Dead trees may be the face of many of the city's parks, but one way to help reforest green spaces, is through private funding from the corporate community. Alma Kombargi with Aramco Services Company says they've had a longstanding commitment to environmental efforts in Houston.
She says getting employees to volunteer for the MacGregor Park replanting was easy.
"We looked at which parks were devastated. Memorial Park had a lot of support. There was not as much support here at MacGregor Park, so we thought, we'll come out and try to replant. Half the trees I think, were destroyed.
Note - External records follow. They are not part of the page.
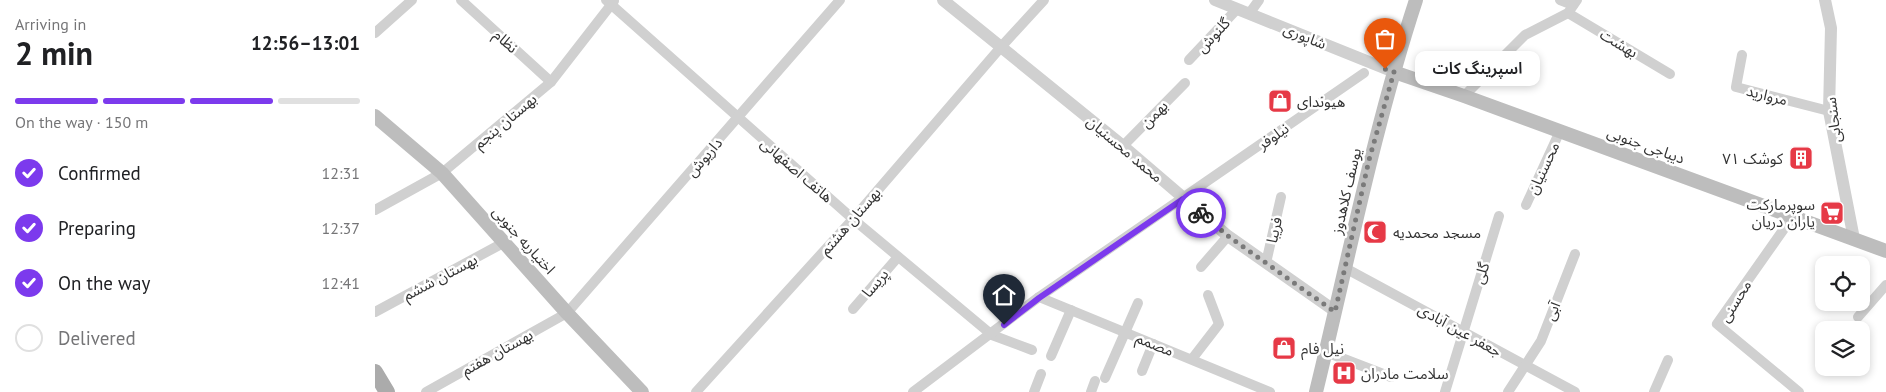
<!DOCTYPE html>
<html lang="en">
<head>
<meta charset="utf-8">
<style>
  body { margin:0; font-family:"PT Sans","Noto Sans Arabic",sans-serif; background:#f6f6f6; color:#202124; height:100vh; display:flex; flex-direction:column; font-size:19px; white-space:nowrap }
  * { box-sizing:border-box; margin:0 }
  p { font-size:16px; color:#757577 }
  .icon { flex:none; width:28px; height:28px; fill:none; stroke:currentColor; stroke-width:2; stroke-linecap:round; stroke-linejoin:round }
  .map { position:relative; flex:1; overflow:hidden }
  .sheet { display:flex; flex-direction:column; background:#fff; width:375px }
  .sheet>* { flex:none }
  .controls { position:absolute; left:1440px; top:256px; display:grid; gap:10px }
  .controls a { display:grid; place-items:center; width:55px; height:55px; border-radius:10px; background:#fff; box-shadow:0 2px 8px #0003; font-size:25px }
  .pin { position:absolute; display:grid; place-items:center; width:42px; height:42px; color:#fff; margin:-51px -21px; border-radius:50% 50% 50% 0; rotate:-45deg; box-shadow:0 0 5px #0007 }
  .pin .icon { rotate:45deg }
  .courier { position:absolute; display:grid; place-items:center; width:50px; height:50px; margin:-25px; border:4px solid #7c3aed; border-radius:50%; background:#fff; color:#222; box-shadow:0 1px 6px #0007 }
  .bubble { position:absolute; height:35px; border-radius:10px; background:#fff; box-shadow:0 2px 8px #0003; font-size:16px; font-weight:600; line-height:35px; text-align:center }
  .overview em { font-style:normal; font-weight:600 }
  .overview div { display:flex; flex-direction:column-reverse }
  .overview { display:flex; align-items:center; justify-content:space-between; height:85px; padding:0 15px }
  h1 { font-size:32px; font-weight:600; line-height:38px }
  .bar { display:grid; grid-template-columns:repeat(4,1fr); gap:8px 5px; align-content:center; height:60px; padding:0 15px }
  .bar i { height:6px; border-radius:4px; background:#e0e0e0 }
  .bar .active { background:#7c3aed }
  .bar p { grid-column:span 4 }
  ol { padding:0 15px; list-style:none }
  li { display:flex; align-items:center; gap:15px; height:55px }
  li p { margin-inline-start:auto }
  li .icon { padding:5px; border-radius:50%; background:#7c3aed; color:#fff; stroke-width:4 }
  li:last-child { color:#757577 }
  li i { width:28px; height:28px; border:2px solid #e0e0e0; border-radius:50% }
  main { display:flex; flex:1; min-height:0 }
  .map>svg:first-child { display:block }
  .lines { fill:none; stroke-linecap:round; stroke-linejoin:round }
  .minor { stroke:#d0d0d0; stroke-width:10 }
  .tertiary { stroke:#d0d0d0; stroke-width:12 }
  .secondary { stroke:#bdbdbd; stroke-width:14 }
  .primary { stroke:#ababab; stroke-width:16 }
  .done { stroke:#7a7a7a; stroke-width:5; stroke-dasharray:0 9 }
  .route { stroke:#7c3aed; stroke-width:6 }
  .labels { text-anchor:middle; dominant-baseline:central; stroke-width:5; stroke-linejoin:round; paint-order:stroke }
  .street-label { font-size:15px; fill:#333; stroke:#fff }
  .poi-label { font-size:15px; fill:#333; stroke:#fff; text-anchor:start }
</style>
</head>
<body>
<main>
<section class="sheet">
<div class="overview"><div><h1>2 min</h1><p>Arriving in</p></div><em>12:56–13:01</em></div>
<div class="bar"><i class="active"></i><i class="active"></i><i class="active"></i><i></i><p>On the way · 150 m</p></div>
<ol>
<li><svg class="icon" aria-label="check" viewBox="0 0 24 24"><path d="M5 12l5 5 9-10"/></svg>Confirmed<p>12:31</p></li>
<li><svg class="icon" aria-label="check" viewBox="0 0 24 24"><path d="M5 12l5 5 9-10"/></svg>Preparing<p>12:37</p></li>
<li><svg class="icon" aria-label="check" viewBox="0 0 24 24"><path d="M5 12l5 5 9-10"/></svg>On the way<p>12:41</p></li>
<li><i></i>Delivered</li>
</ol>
</section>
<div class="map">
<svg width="1511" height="392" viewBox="0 0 1511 392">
  <rect width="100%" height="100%" fill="#fff"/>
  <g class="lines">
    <g class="minor">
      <path d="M86,0L176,82"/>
      <path d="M231,0L478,219L617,335L657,350"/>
      <path d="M1185,0L1198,5"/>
      <path d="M1193,13L1295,74"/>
      <path d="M874,14L884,0"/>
      <path d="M0,33L37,0"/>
      <path d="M1367,55L1361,87L1454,111"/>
      <path d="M814,60L862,9"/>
      <path d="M1089,96L1150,35L1193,13L1202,0"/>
      <path d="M748,146L810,83"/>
      <path d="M1151,205L1185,131"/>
      <path d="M0,210L67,173L176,82L239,1"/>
      <path d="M1418,216L1342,324L1424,392"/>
      <path d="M891,263L906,197"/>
      <path d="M826,267L853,236"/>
      <path d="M970,268L1200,392"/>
      <path d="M664,297L895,392"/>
      <path d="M478,309L523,257"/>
      <path d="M0,312L130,242"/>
      <path d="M1483,317L1511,285"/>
      <path d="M951,352L1016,377"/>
      <path d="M676,356L696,310"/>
      <path d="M817,359L844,324L833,295"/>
      <path d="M767,371L778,344"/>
      <path d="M730,378L763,303"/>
      <path d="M51,392L192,313L465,0"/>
      <path d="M321,392L478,219L626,47L669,0"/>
      <path d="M538,392L664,297L989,73"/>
      <path d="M659,392L666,374"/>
      <path d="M716,392L720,381"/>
      <path d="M1070,392L1124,216"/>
      <path d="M1133,392L1166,341L1200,254"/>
      <path d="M1279,392L1293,360"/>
    </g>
    <g class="tertiary">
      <path d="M568,0L748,146L853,236L960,311"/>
      <path d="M840,0L1019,72"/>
      <path d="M1450,0L1456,28L1454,111L1479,239"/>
    </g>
    <g class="secondary">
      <path d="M1019,72L1089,96L1511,251"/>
      <path d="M0,116L67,173L192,313L267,392"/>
      <path d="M941,392C973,261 999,128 1041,0"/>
    </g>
    <path class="primary" d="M0,372L12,392"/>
  </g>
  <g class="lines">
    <path class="done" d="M826,213L853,236L960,312L994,160L1019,72L1010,69"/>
    <path class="route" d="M629,325L664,298L808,199L826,213"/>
  </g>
  <defs>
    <g id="shop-square" transform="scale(1.25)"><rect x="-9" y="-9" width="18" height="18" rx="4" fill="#e63946" stroke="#fff"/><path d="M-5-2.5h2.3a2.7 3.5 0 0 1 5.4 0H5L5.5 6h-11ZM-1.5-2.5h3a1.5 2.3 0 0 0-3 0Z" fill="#fff"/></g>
    <g id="building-square" transform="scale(1.25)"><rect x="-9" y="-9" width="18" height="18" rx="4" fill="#e63946" stroke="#fff"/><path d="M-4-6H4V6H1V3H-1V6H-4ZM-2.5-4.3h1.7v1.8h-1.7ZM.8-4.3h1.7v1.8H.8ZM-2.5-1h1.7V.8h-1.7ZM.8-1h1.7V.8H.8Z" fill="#fff"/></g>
    <g id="supermarket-square" transform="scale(1.25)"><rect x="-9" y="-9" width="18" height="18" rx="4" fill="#e63946" stroke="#fff"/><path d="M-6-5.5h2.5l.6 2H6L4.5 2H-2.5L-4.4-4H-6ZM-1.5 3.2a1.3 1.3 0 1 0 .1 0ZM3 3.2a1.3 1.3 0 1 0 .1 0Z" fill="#fff"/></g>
    <g id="mosque-square" transform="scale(1.25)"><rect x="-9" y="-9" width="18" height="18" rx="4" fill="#e63946" stroke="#fff"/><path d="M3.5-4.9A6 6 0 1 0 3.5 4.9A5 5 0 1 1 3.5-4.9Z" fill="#fff"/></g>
    <g id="hospital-square" transform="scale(1.25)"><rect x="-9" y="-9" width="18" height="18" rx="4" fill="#e63946" stroke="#fff"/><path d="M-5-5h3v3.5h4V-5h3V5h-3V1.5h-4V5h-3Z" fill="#fff"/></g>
  </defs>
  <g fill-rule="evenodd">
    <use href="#shop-square" x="905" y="101"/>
    <use href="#building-square" x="1426" y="158"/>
    <use href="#supermarket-square" x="1457" y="213"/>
    <use href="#mosque-square" x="1000" y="232"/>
    <use href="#shop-square" x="909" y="348"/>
    <use href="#hospital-square" x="969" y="373"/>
  </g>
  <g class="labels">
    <g class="street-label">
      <text transform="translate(838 35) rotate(-47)">گلنوش</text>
      <text transform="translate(930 36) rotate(22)">شاپوری</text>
      <text transform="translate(131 41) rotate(42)">نظام</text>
      <text transform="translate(1244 43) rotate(31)">بهشت</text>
      <text transform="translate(1392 95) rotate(14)">مروارید</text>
      <text transform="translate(779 114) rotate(-46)">بهمن</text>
      <text transform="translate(1458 120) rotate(-97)">سنجابی</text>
      <text transform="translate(130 121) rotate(-40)">بهستان پنجم</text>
      <text transform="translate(898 136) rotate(-35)">نیلوفر</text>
      <text transform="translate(1271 145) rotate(20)">دیباجی جنوبی</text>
      <text transform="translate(750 149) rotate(40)">محمد محسنیان</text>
      <text transform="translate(329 157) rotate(-49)">داریوش</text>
      <text transform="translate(1168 168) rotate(-65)">محسنیان</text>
      <text transform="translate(422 170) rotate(41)">هاتف اصفهانی</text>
      <text transform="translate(971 191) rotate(-77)">یوسف کلاهدوز</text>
      <text transform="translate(475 221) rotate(-49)">بهستان هشتم</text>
      <text transform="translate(899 230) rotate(-77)">فریبا</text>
      <text transform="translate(149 240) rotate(48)">اختیاریه جنوبی</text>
      <text transform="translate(1106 273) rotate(-73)">گلی</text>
      <text transform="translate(65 277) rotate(-28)">بهستان ششم</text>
      <text transform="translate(500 283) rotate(-50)">پریسا</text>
      <text transform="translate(1360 301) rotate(-58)">محسنی</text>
      <text transform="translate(1177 311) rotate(-68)">آبی</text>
      <text transform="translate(1085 330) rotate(29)">جعفر عین آبادی</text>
      <text transform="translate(780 344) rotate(22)">مصمم</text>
      <text transform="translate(122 352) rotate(-29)">بهستان هفتم</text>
    </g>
    <g class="poi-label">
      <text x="922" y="101">هیوندای</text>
      <text x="1408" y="158" text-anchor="end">کوشک ۷۱</text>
      <text x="1440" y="204" text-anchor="end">سوپرمارکت<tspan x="1440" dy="17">یاران دریان</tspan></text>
      <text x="1018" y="232">مسجد محمدیه</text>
      <text x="926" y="348">نیل فام</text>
      <text x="986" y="373">سلامت مادران</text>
    </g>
  </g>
</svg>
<div class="controls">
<a><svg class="icon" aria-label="locate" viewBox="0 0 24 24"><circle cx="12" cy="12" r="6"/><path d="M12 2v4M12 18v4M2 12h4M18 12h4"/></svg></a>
<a><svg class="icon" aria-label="layers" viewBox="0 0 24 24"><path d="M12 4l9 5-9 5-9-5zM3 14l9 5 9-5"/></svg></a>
</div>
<div class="pin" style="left:1010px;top:69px;background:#ea580c"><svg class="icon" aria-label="bag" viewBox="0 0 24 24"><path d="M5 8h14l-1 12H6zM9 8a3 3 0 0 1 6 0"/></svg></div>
<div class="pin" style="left:629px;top:325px;background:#1f2937"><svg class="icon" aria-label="home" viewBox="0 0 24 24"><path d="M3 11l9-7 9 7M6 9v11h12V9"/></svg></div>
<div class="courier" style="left:826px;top:213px"><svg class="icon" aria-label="bike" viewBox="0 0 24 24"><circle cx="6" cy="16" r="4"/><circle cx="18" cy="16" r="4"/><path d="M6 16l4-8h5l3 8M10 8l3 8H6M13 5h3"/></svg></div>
<div class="bubble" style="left:1040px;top:51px;width:125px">اسپرینگ کات</div>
</div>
</main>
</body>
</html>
So, we're doing thirty 100 gallon trees, and hopefully that will help bring some of the reforestation back."
Experts with Trees for Houston, a nonprofit dedicated to preserving woodlands throughout the area, offered the volunteers a quick lesson on planting, staking and mulching the trees. Barry Ward is Executive Director:
"MacGregor Park has been adopted by Trees for Houston and Aramco Services. They've taken an interest in this part of town and we are continuing to replant from all of the lost trees in this area after the drought."
Ward says the drought presented Trees for Houston with a unique opportunity for the 83-acre park.
"When the drought took out so many trees, you really could almost start from scratch. So, we have a master plan for this park and we're following that plan. So over the next several years, we'll continue to reinstall, based on an architect's master plan for the park."
Hernandez: "Will we ever catch up with the droughts that destroyed all the trees?"
Ward: "You know, in areas like parks you can, because you can maintain them. You can water them. It'll take a generation. It'll take 20-30 years to catch up. That's why it's so crucial to to start now."
He says the corporate community helps in the effort with not only donations, but with volunteers to complete the tree planting.
"In another ten years or so, this will be a beautiful park with lots of mature trees again. We're irrigating everything we put in here, so it's gonna look really nice. It's gonna be a fine-fine neighborhood anchor in the years to come."
Trees for Houston has planted and distributed almost 450,000 trees and seedlings sine 1983.